The first prospective study of vitamin D supplementation in infants and type 1 diabetes was published in 2001 by Hyppönen et al. (20). All 12,055 pregnant women who lived in 1 of 2 regions of Northern Finland were enrolled in the study, and 91% of their living children had multiple assessments of vitamin D supplementation during their first year, recorded by medical personnel at health examinations. Incident cases of diabetes over the subsequent 30 y were identified from national databases. Compared with children who were not given vitamin D supplements, the relative risk of developing type 1 diabetes was only 0.12 among children given vitamin D supplements regularly and 0.16 among children given them irregularly. Among infants who were given supplements regularly, diabetes risk was lower at doses of over 50 µg/d or 2000 IU/d (relative risk 0.14) and exactly 50 µg/d (relative risk 0.22) compared with doses under 50 µg/d. Thus this large, well-designed, prospective study provides compelling evidence that vitamin D supplementation of 50 µg/d (2000 IU/d) or more during infancy may reduce the risk for type 1 diabetes, at least in very northern parts of the world where sunlight is severely limited during a greater part of the year.

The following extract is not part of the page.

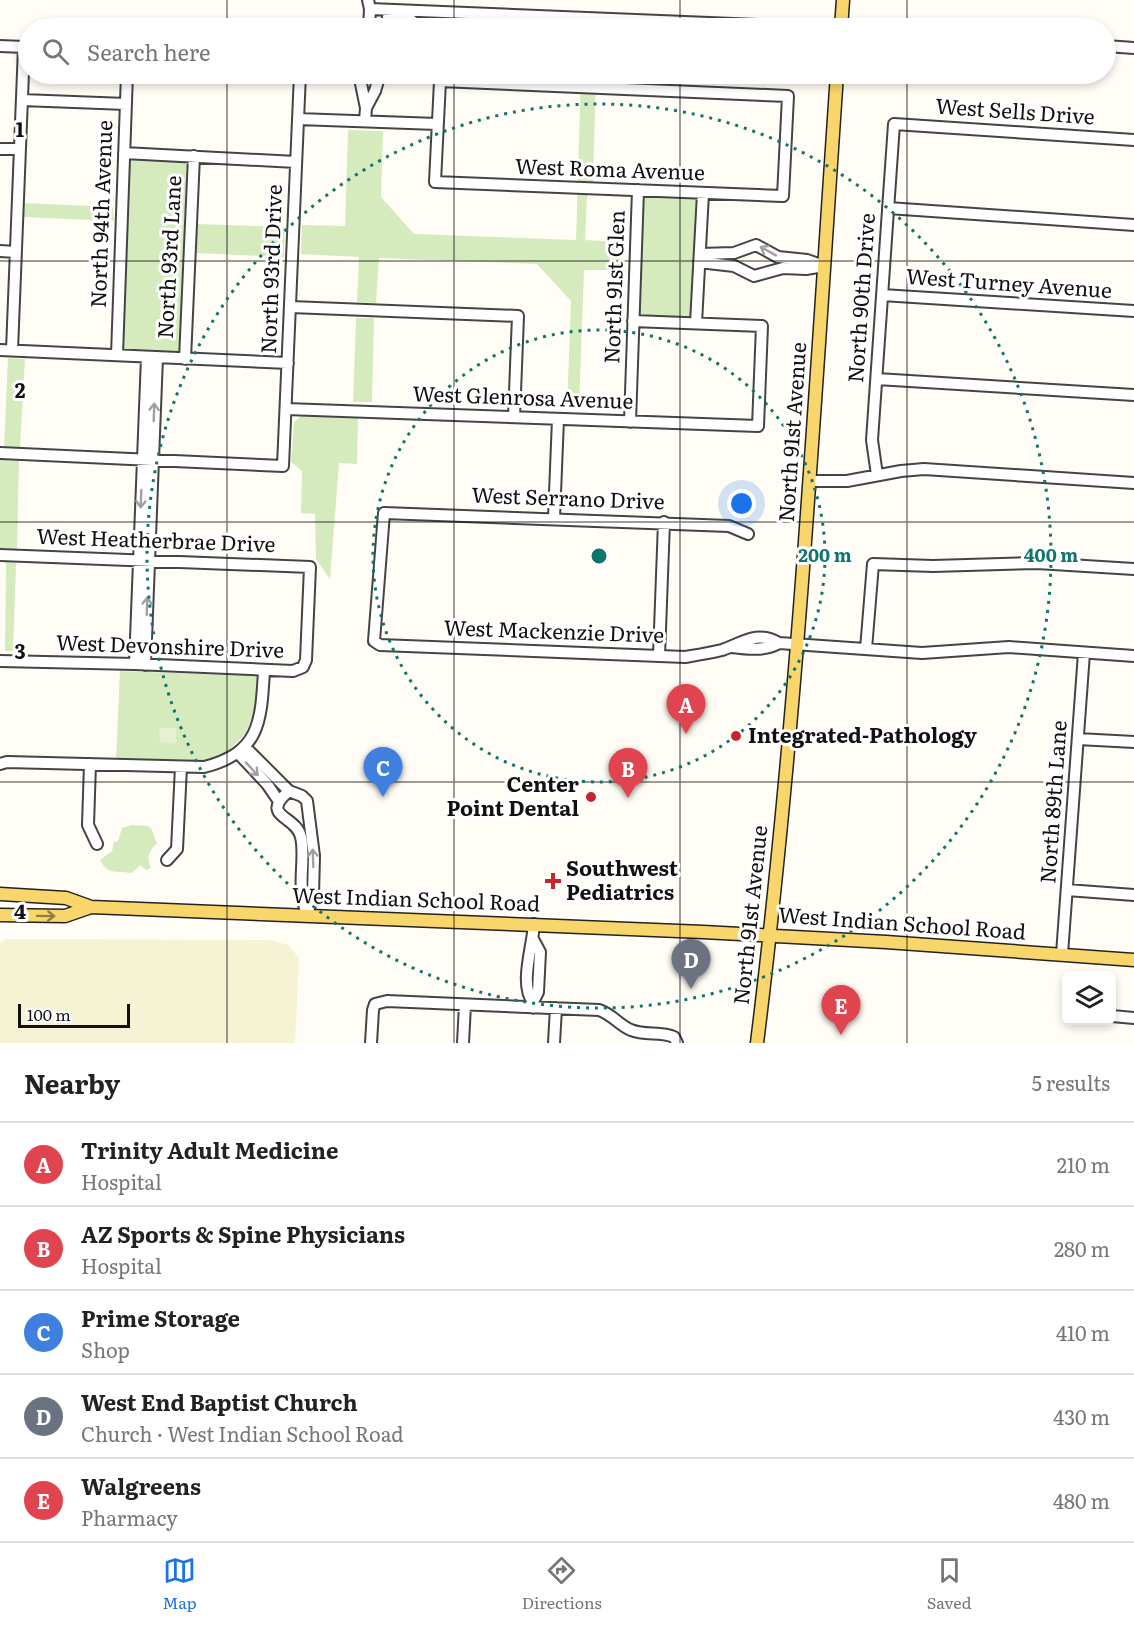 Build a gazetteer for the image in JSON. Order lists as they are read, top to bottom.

A possible explanation for the seemingly contradictory findings of the Stene and Hyppönen (19,20) studies is that vitamin D supplements may prevent diabetes only when given in relatively large doses. The approximate doses from the 2 studies and their observed associations with type 1 diabetes are summarized in Table 2. Because the actual doses of irregular users in the Hyppönen study are unknown, it is possible that a beneficial effect of vitamin D supplementation becomes apparent only at doses close to 50 µg/d (2000 IU/d), an intake much higher than that of infants in the Stene study and also much higher than current recommendations.

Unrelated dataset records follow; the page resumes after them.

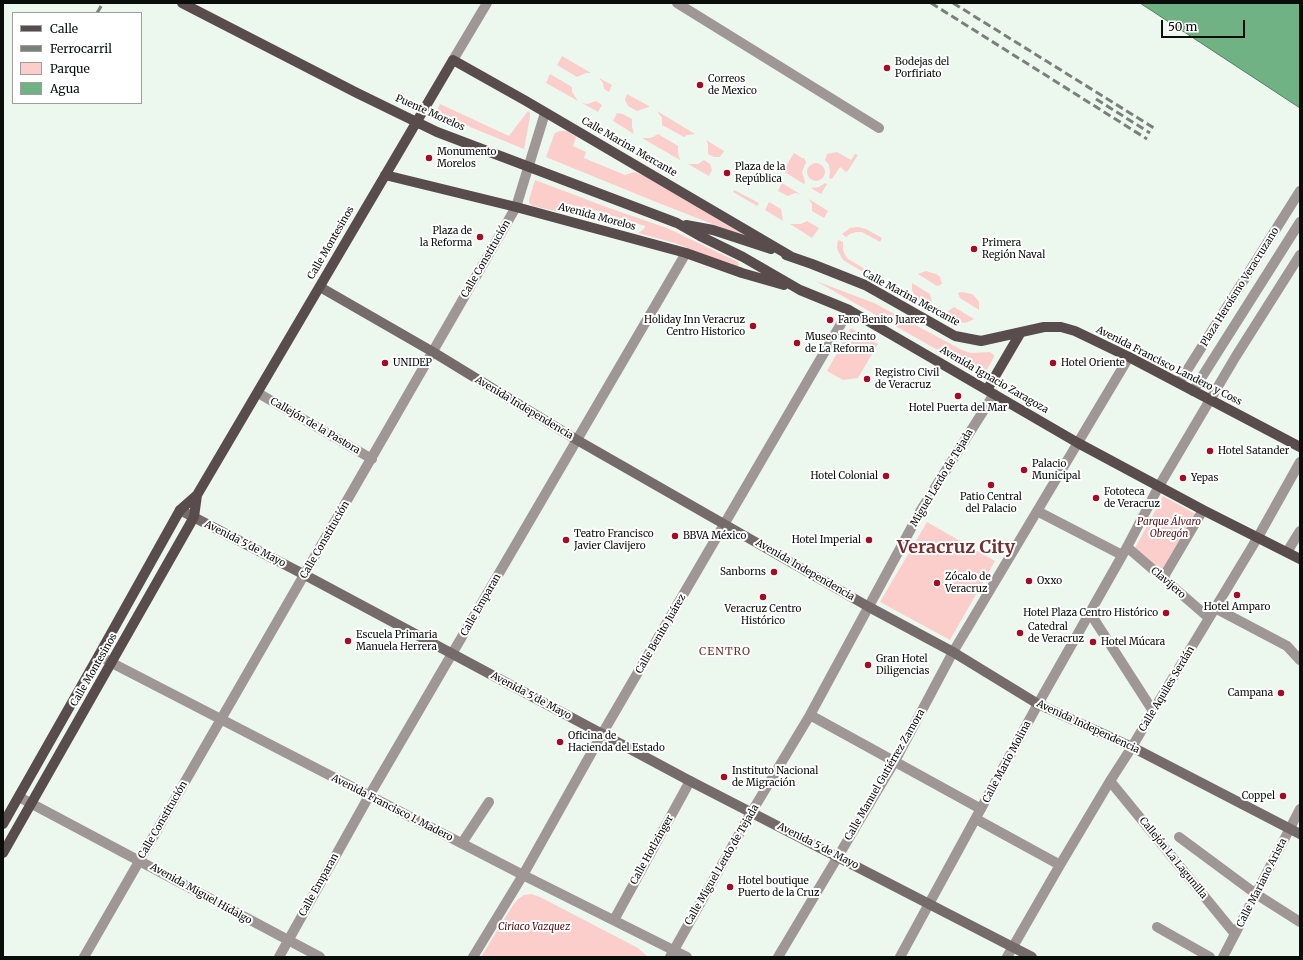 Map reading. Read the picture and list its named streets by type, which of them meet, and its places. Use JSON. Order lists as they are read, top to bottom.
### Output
{
  "streets": {
    "main road": [
      "Puente Morelos",
      "Calle Marina Mercante",
      "Avenida Morelos",
      "Calle Montesinos",
      "Avenida Francisco Landero y Coss",
      "Avenida Ignacio Zaragoza"
    ],
    "street": [
      "Calle Constitución",
      "Plaza Heroísmo Veracruzano",
      "Avenida Independencia",
      "Callejón de la Pastora",
      "Miguel Lerdo de Tejada",
      "Avenida 5 de Mayo",
      "Clavijero",
      "Calle Emparan",
      "Calle Benito Juárez",
      "Calle Aquiles Serdán",
      "Calle Mario Molina",
      "Calle Manuel Gutiérrez Zamora",
      "Avenida Francisco I. Madero",
      "Calle Hotlzinger",
      "Callejón La Lagunilla",
      "Calle Miguel Lerdo de Tejada",
      "Calle Mariano Arista",
      "Avenida Miguel Hidalgo"
    ]
  },
  "crossings": [
    ["Puente Morelos", "Calle Marina Mercante"],
    ["Puente Morelos", "Avenida Ignacio Zaragoza"],
    ["Calle Marina Mercante", "Calle Montesinos"],
    ["Calle Marina Mercante", "Calle Constitución"],
    ["Calle Marina Mercante", "Avenida Francisco Landero y Coss"],
    ["Calle Marina Mercante", "Avenida Ignacio Zaragoza"],
    ["Avenida Morelos", "Calle Montesinos"],
    ["Avenida Morelos", "Calle Constitución"],
    ["Avenida Morelos", "Avenida Ignacio Zaragoza"],
    ["Avenida Morelos", "Calle Emparan"],
    ["Calle Montesinos", "Avenida Independencia"],
    ["Calle Montesinos", "Callejón de la Pastora"],
    ["Calle Montesinos", "Avenida 5 de Mayo"],
    ["Calle Montesinos", "Avenida Francisco I. Madero"],
    ["Calle Montesinos", "Avenida Miguel Hidalgo"],
    ["Calle Constitución", "Avenida Independencia"],
    ["Calle Constitución", "Callejón de la Pastora"],
    ["Calle Constitución", "Avenida 5 de Mayo"],
    ["Calle Constitución", "Avenida Francisco I. Madero"],
    ["Calle Constitución", "Avenida Miguel Hidalgo"],
    ["Plaza Heroísmo Veracruzano", "Avenida Francisco Landero y Coss"],
    ["Avenida Francisco Landero y Coss", "Calle Mario Molina"],
    ["Avenida Francisco Landero y Coss", "Calle Manuel Gutiérrez Zamora"],
    ["Avenida Ignacio Zaragoza", "Miguel Lerdo de Tejada"],
    ["Avenida Ignacio Zaragoza", "Calle Benito Juárez"],
    ["Avenida Ignacio Zaragoza", "Calle Aquiles Serdán"],
    ["Avenida Ignacio Zaragoza", "Calle Mario Molina"],
    ["Avenida Ignacio Zaragoza", "Calle Manuel Gutiérrez Zamora"],
    ["Avenida Independencia", "Miguel Lerdo de Tejada"],
    ["Avenida Independencia", "Calle Emparan"],
    ["Avenida Independencia", "Calle Benito Juárez"],
    ["Avenida Independencia", "Calle Aquiles Serdán"],
    ["Avenida Independencia", "Calle Mario Molina"],
    ["Avenida Independencia", "Calle Manuel Gutiérrez Zamora"],
    ["Avenida Independencia", "Calle Miguel Lerdo de Tejada"],
    ["Avenida Independencia", "Calle Mariano Arista"],
    ["Miguel Lerdo de Tejada", "Calle Miguel Lerdo de Tejada"],
    ["Avenida 5 de Mayo", "Calle Emparan"],
    ["Avenida 5 de Mayo", "Calle Benito Juárez"],
    ["Avenida 5 de Mayo", "Calle Aquiles Serdán"],
    ["Avenida 5 de Mayo", "Calle Mario Molina"],
    ["Avenida 5 de Mayo", "Calle Manuel Gutiérrez Zamora"],
    ["Avenida 5 de Mayo", "Calle Hotlzinger"],
    ["Avenida 5 de Mayo", "Calle Miguel Lerdo de Tejada"],
    ["Clavijero", "Calle Aquiles Serdán"],
    ["Clavijero", "Calle Mario Molina"],
    ["Clavijero", "Calle Manuel Gutiérrez Zamora"],
    ["Calle Emparan", "Avenida Francisco I. Madero"],
    ["Calle Emparan", "Avenida Miguel Hidalgo"],
    ["Calle Benito Juárez", "Avenida Francisco I. Madero"],
    ["Calle Aquiles Serdán", "Callejón La Lagunilla"],
    ["Avenida Francisco I. Madero", "Calle Hotlzinger"],
    ["Avenida Francisco I. Madero", "Calle Miguel Lerdo de Tejada"],
    ["Callejón La Lagunilla", "Calle Mariano Arista"]
  ],
  "districts": ["Veracruz City", "CENTRO"],
  "parks": ["Parque Álvaro Obregón", "Ciriaco Vazquez"],
  "places": [
    "Bodejas del Porfiriato",
    "Correos de Mexico",
    "Monumento Morelos",
    "Plaza de la República",
    "Plaza de la Reforma",
    "Primera Región Naval",
    "Faro Benito Juarez",
    "Holiday Inn Veracruz Centro Historico",
    "Museo Recinto de La Reforma",
    "UNIDEP",
    "Hotel Oriente",
    "Registro Civil de Veracruz",
    "Hotel Puerta del Mar",
    "Hotel Satander",
    "Palacio Municipal",
    "Hotel Colonial",
    "Yepas",
    "Patio Central del Palacio",
    "Fototeca de Veracruz",
    "BBVA México",
    "Teatro Francisco Javier Clavijero",
    "Hotel Imperial",
    "Sanborns",
    "Oxxo",
    "Zócalo de Veracruz",
    "Hotel Amparo",
    "Veracruz Centro Histórico",
    "Hotel Plaza Centro Histórico",
    "Catedral de Veracruz",
    "Escuela Primaria Manuela Herrera",
    "Hotel Múcara",
    "Gran Hotel Diligencias",
    "Campana",
    "Oficina de Hacienda del Estado",
    "Instituto Nacional de Migración",
    "Coppel",
    "Hotel boutique Puerto de la Cruz"
  ],
  "legend": [
    "Calle",
    "Ferrocarril",
    "Parque",
    "Agua"
  ],
  "scale_bar": "50 m"
}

Taken together, the limited data from human observational studies of type 1 diabetes suggest that there may be no preventive effect of early supplementation with 10 µg/d (400 IU/d) of vitamin D or less, and a strong protective effect with doses of 50 µg/d (2000 IU/d) and higher. Given that current U.S. recommendations (5–25 µg/d or 200-1000 IU/d) fall in the largely unstudied dose range, the clinical implications of these findings are difficult to assess.

Implications

From a clinical standpoint, it would seem prudent to ensure that all infants and children receive between 5 µg/d and 25 µg/d (200 and 1000 IU/d) of supplemental vitamin D, particularly if they have limited sun exposure, live in a northern area, are exclusively breastfed, or are dark skinned. This level of supplementation might or might not reduce their risk for type 1 diabetes, but it is unlikely to cause any harm and might provide other health benefits. Parents and health care providers of infants and children at increased risk of type 1 diabetes might wish to consider supplementation toward the upper end of that range or above.

From a research standpoint, we need to verify previous findings and to extend them by 1) investigating the association between 25(OH)D and autoantibodies predictive of type 1 diabetes in infancy and beyond, 2) testing (preferably in randomized, controlled trials) the ability of vitamin D supplement doses between 5 and 50 µg/d (200 and 2000 IU/d) to prevent autoantibodies and/or type 1 diabetes in infancy and beyond, and 3) further examining the safety of vitamin D intakes of 25 µg/d (1000 IU/d) and higher.

From a policy standpoint, we need to consider the possible benefits of vitamin D supplementation in the debate over screening for type 1 diabetes risk, and also to add type 1 diabetes to the growing list of outcomes that are considered when vitamin D recommendations are next revised.

	FOOTNOTES

 
¹ Presented as part of the symposium "Vitamin D Insufficiency: A Significant Risk Factor in Chronic Diseases and Potential Disease-Specific Biomarkers of Vitamin D Sufficiency" given at the 2004 Experimental Biology meeting on April 18, 2004, Washington, DC. The symposium was sponsored by the American Society for Nutritional Sciences and supported in part by educational grants from the Centrum Foundation of Canada and The Coca-Cola Company. The proceedings are published as a supplement to The Journal of Nutrition. This supplement is the responsibility of the guest editors to whom the Editor of The Journal of Nutrition has delegated supervision of both technical conformity to the published regulations of The Journal of Nutrition and general oversight of the scientific merit of each article. The opinions expressed in this publication are those of the authors and are not attributable to the sponsors or the publisher, editor, or editorial board of The Journal of Nutrition. The guest editors for the symposium publication are Mona S. Calvo, Center for Food Safety and Applied Nutrition, U.S. Food and Drug Administration, Laurel, MD, and Susan J. Whiting, College of Pharmacy and Nutrition, University of Saskatchewan, SK, Canada.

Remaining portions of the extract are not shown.